The Yarmouth Historical Society will break ground for the new Yarmouth History Center at 11 a.m. today.

The society has hired TPD Construction of Sanford to convert and expand the former Yarmouth Water District headquarters at 118 East Elm St.

Located beside the Royal River, the center will feature a gallery, office space, archives room and gathering space for educational programs.

The $1 million project was made possible by substantial gifts from Leon Gorman of Yarmouth and Jim Gorman of Cumberland. Their mother, the late Barbara Bean Gorman, daughter of L.L. Bean’s founder, helped to start the society.

The center is scheduled to be completed by November.

MPBN gets five nominations for New England Emmys

The Maine Public Broadcasting Network has garnered five nominations from the 35th Boston/New England Emmy Awards.

Three of the nominations were for programs created by MPBN staff, including a nomination in the Outstanding Education/Schools category for a piece on international student recruitment that appeared on Maine Watch with Jennifer Rooks.

The science program “Sustainable Maine” was nominated for two shows, “Desperate Alewives” in the Outstanding Environmental Program category and “The Triple Bottom Line” in the category called Outstanding Societal Concerns.

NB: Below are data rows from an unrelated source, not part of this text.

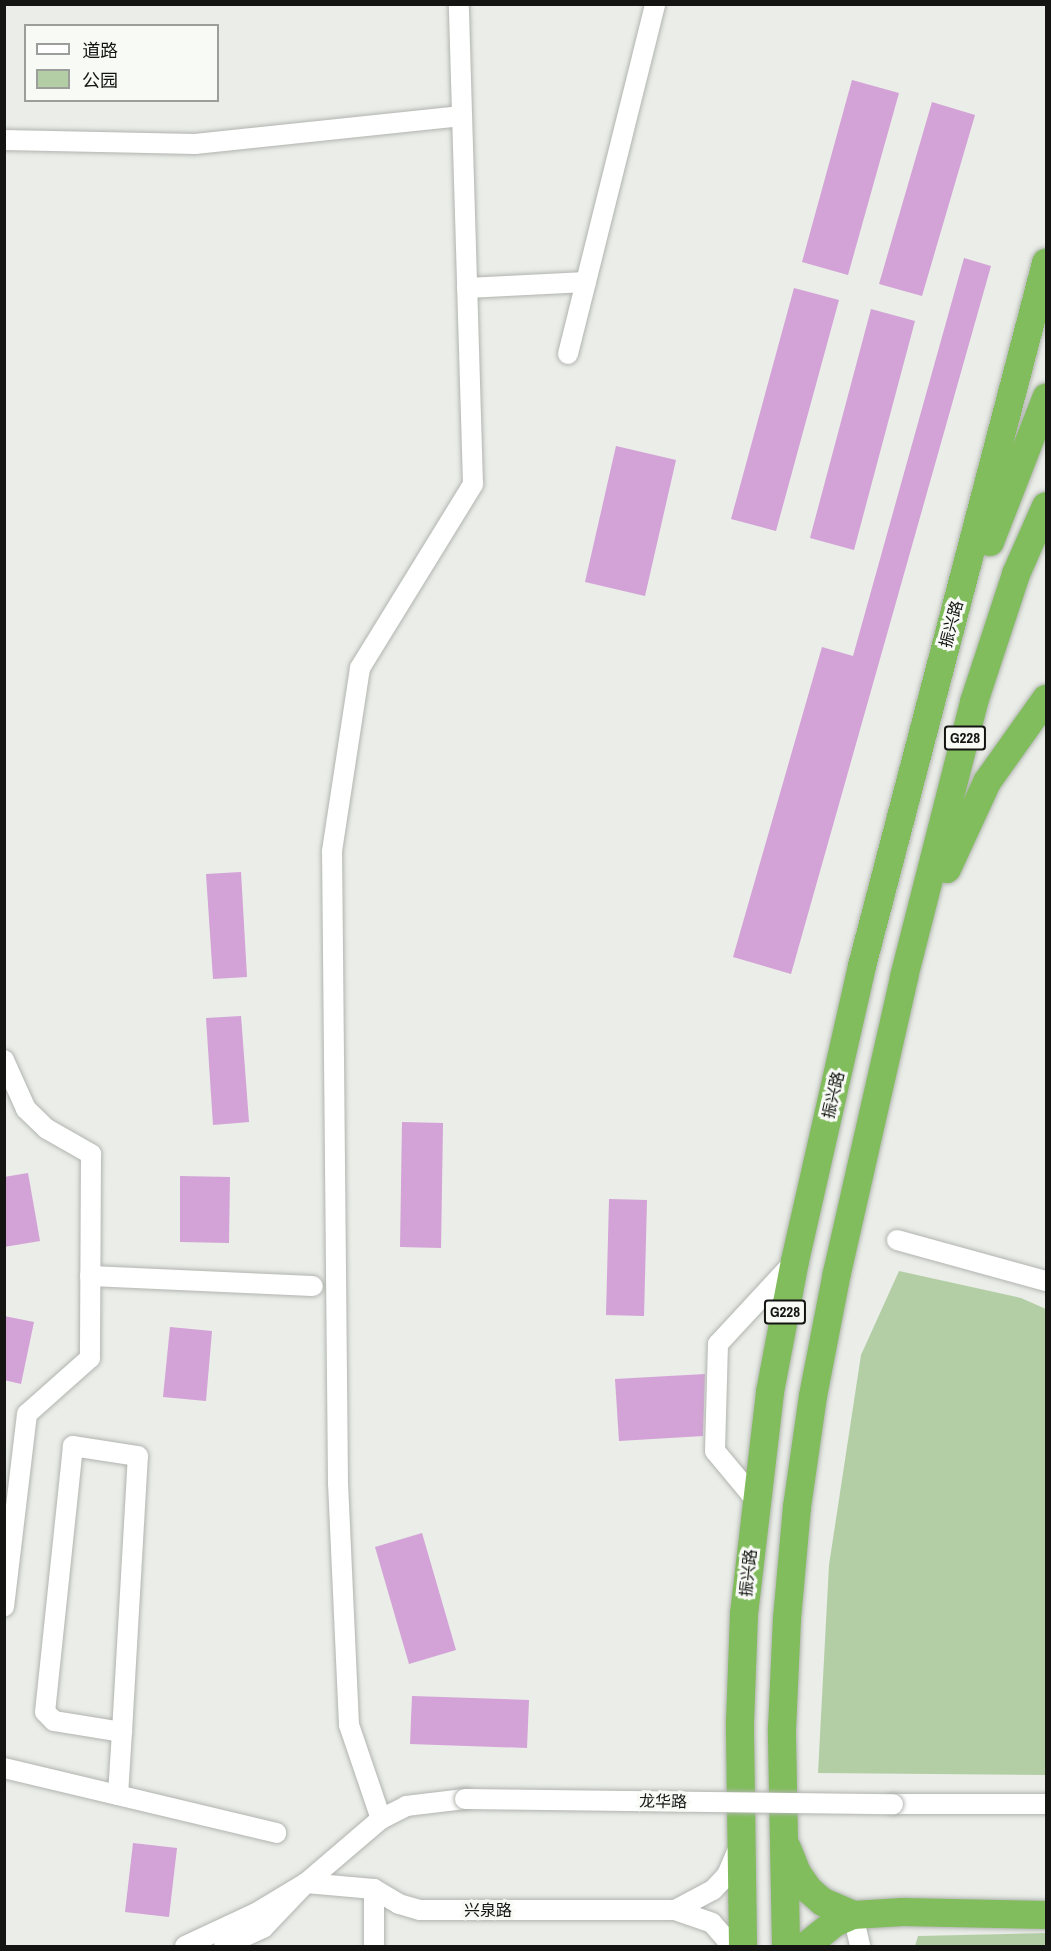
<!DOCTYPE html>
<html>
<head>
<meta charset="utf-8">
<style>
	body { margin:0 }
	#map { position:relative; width:1051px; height:1951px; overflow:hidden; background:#eaede8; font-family:"Archivo Narrow","Noto Sans SC",sans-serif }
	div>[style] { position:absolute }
	.green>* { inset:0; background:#b3cea5 }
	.building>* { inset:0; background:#d3a2d6 }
	.roads { filter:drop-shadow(0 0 2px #b1b4af) drop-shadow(0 0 2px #b1b4af) }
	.minor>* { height:20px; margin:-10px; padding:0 10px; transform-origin:10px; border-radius:10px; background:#fff }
	.highway>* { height:28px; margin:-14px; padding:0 14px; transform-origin:14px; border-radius:14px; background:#81bd5c }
	.bridges { filter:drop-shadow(0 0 2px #b1b4af) drop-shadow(0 0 2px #b1b4af) }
	.minor-bridge>* { height:20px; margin:-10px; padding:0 10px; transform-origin:10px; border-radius:10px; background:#fff }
	span { translate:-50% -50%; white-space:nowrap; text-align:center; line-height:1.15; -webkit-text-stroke:6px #f7faf5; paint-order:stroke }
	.shield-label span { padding:2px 4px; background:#f7faf5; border:2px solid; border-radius:4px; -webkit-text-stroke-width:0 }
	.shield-label { font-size:15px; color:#141513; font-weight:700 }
	.street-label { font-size:16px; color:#141513 }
	.frame { position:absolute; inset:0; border:6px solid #141513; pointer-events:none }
	.legend { position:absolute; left:24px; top:24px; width:195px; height:78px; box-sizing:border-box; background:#f7faf5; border:2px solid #9c9e9b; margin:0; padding:8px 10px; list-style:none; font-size:18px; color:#141513 }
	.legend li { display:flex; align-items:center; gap:12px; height:30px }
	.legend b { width:30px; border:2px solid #9c9e9b }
</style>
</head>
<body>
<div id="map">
	<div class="green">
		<div style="clip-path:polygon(899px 1271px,1021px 1298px,1046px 1309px,1046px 1775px,818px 1773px,829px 1565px,861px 1355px)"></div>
		<div style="clip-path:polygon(1046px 1933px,1046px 1946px,915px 1946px,918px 1936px)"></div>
	</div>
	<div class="building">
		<div style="clip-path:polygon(852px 80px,899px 93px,848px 275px,802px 262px)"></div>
		<div style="clip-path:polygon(932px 102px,975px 115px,922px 296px,879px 284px)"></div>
		<div style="clip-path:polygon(964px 258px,991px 266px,791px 974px,733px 957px,822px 647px,853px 656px)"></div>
		<div style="clip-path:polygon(794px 288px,839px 300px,776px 531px,731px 519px)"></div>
		<div style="clip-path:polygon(871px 309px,915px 321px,854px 550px,810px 538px)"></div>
		<div style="clip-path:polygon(616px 446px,676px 460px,645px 596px,585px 582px)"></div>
		<div style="clip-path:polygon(241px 872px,247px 977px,213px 979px,206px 874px)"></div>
		<div style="clip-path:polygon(241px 1016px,249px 1122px,213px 1125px,206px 1018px)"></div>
		<div style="clip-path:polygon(402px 1122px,443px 1123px,441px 1248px,400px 1247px)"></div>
		<div style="clip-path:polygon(28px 1173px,40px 1241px,4px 1247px,4px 1177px)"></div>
		<div style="clip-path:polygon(180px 1176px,230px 1177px,229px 1243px,180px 1242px)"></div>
		<div style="clip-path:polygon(609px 1199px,647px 1200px,644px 1316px,606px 1315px)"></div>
		<div style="clip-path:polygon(4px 1316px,34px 1322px,21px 1384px,4px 1380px)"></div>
		<div style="clip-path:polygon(170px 1327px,212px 1331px,206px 1401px,163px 1397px)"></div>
		<div style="clip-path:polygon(705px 1374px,703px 1436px,619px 1441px,615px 1379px)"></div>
		<div style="clip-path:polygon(422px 1533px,456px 1650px,409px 1664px,375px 1547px)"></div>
		<div style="clip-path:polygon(412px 1696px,529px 1700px,527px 1748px,410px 1744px)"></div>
		<div style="clip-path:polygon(133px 1843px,177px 1848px,169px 1917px,125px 1912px)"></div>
	</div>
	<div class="roads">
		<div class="minor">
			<div style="left:4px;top:140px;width:191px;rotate:1.2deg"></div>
			<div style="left:195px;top:144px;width:268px;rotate:-6deg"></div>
			<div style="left:467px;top:288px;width:119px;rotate:-2.9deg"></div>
			<div style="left:568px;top:354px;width:361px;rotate:-76deg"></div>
			<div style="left:4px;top:1060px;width:54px;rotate:65.8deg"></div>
			<div style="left:26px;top:1109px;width:29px;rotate:44deg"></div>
			<div style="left:47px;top:1129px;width:51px;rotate:29.6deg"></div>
			<div style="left:91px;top:1154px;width:204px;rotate:90.3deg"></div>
			<div style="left:90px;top:1358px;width:84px;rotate:138.4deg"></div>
			<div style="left:27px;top:1414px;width:194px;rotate:96.8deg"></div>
			<div style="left:897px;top:1240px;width:155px;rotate:15.4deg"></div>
			<div style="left:90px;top:1276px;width:223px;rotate:2.6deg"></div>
			<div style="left:755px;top:1499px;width:62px;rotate:-129.8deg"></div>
			<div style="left:715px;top:1451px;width:107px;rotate:-88.4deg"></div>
			<div style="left:718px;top:1344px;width:110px;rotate:-47.2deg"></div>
			<div style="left:4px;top:1768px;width:280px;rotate:13.4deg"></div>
			<div style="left:118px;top:1795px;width:63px;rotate:-86.4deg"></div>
			<div style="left:122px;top:1732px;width:276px;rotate:-86.7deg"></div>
			<div style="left:138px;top:1456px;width:66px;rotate:-171.3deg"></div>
			<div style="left:73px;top:1446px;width:267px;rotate:96deg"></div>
			<div style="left:45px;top:1712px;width:13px;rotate:45deg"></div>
			<div style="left:54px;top:1721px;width:69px;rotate:9.2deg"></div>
			<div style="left:893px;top:1804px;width:153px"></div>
			<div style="left:381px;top:1819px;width:99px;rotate:-108.8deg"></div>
			<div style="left:349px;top:1725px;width:242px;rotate:-92.6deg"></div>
			<div style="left:338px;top:1483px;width:632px;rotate:-90.54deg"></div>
			<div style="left:332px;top:851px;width:185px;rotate:-81.3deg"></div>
			<div style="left:360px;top:668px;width:216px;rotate:-58.4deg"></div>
			<div style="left:473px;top:484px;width:480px;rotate:-91.7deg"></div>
			<div style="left:374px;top:1889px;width:57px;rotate:90deg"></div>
			<div style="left:675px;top:1910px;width:43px;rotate:-27.8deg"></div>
			<div style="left:713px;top:1890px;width:21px;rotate:-47deg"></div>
			<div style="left:727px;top:1875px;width:26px;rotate:-67deg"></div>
			<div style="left:853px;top:1915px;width:32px;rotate:77deg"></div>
			<div style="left:185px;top:1946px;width:78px;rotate:-24.9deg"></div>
			<div style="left:256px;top:1913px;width:58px;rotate:-31deg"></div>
			<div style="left:306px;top:1883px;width:68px;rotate:5deg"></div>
			<div style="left:374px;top:1889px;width:29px;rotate:31deg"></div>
			<div style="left:399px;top:1904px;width:22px;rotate:16deg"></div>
			<div style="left:420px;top:1910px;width:255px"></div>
			<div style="left:675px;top:1910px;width:39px;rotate:19deg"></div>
			<div style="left:712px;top:1923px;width:30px;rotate:49deg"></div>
			<div style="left:224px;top:1946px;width:43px;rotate:-24.8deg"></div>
			<div style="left:263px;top:1928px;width:62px;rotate:-46.3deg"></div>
			<div style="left:306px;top:1883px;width:99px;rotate:-40.5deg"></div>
			<div style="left:381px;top:1819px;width:28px;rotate:-27deg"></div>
			<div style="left:406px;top:1806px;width:59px;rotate:-6.8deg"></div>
		</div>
		<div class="highway">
			<div style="left:990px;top:542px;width:155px;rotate:-68.7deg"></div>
			<div style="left:947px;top:869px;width:96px;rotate:-65.3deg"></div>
			<div style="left:987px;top:782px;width:102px;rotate:-54.6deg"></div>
			<div style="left:787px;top:1848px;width:27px;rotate:68deg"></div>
			<div style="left:797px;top:1873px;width:21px;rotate:55deg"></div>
			<div style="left:809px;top:1890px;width:18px;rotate:41deg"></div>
			<div style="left:823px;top:1902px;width:33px;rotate:23deg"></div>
			<div style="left:743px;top:1946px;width:223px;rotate:-90.8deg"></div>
			<div style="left:740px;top:1723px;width:109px;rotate:-87.9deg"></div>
			<div style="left:744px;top:1614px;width:224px;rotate:-83.3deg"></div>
			<div style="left:770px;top:1392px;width:133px;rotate:-79.2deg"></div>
			<div style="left:795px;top:1261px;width:303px;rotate:-77.2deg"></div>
			<div style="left:862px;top:966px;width:727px;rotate:-75.33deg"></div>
			<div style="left:786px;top:1946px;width:217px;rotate:-91.1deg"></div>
			<div style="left:782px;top:1729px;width:110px;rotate:-87.4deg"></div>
			<div style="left:787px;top:1619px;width:112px;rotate:-84.9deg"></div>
			<div style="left:797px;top:1507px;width:112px;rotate:-81.8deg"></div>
			<div style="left:813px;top:1396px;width:125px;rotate:-79deg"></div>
			<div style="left:837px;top:1273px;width:303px;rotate:-77.2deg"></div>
			<div style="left:904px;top:977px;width:284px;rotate:-75.7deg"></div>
			<div style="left:974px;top:702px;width:135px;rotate:-71.8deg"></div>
			<div style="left:1016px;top:574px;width:74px;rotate:-66.2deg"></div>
			<div style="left:806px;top:1946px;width:36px;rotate:-39deg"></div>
			<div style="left:834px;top:1923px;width:21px;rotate:-23deg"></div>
			<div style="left:853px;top:1915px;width:50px;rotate:-3.4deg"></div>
			<div style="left:903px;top:1912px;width:143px;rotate:1.2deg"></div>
		</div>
	</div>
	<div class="bridges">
		<div class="minor-bridge">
			<div style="left:465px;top:1799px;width:428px;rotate:0.7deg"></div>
		</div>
	</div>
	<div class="shield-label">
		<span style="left:965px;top:738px">G228</span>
		<span style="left:785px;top:1312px">G228</span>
	</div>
	<div class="street-label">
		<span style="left:951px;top:624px;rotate:-75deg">振兴路</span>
		<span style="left:833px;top:1095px;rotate:-77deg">振兴路</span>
		<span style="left:748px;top:1573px;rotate:-84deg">振兴路</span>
		<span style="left:663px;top:1801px;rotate:1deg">龙华路</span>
		<span style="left:488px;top:1910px">兴泉路</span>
	</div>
	<div class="frame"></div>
	<ul class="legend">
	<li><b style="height:8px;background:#fff"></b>道路</li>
	<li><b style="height:16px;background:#b3cea5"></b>公园</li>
	</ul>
</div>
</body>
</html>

The documentary “There is My Home: Somali Bantu Farmers of Lewiston, Maine,” produced by Amy Brown of Lanes Island Productions and aired as part of the station’s Community Films series, was nominated for Outstanding Documentary.

Producer Marilyn Taylor and director Dave Wilkinson were nominated in the Outstanding Arts/Entertainment Program category for “Incredible Maine-Granite Tamer.”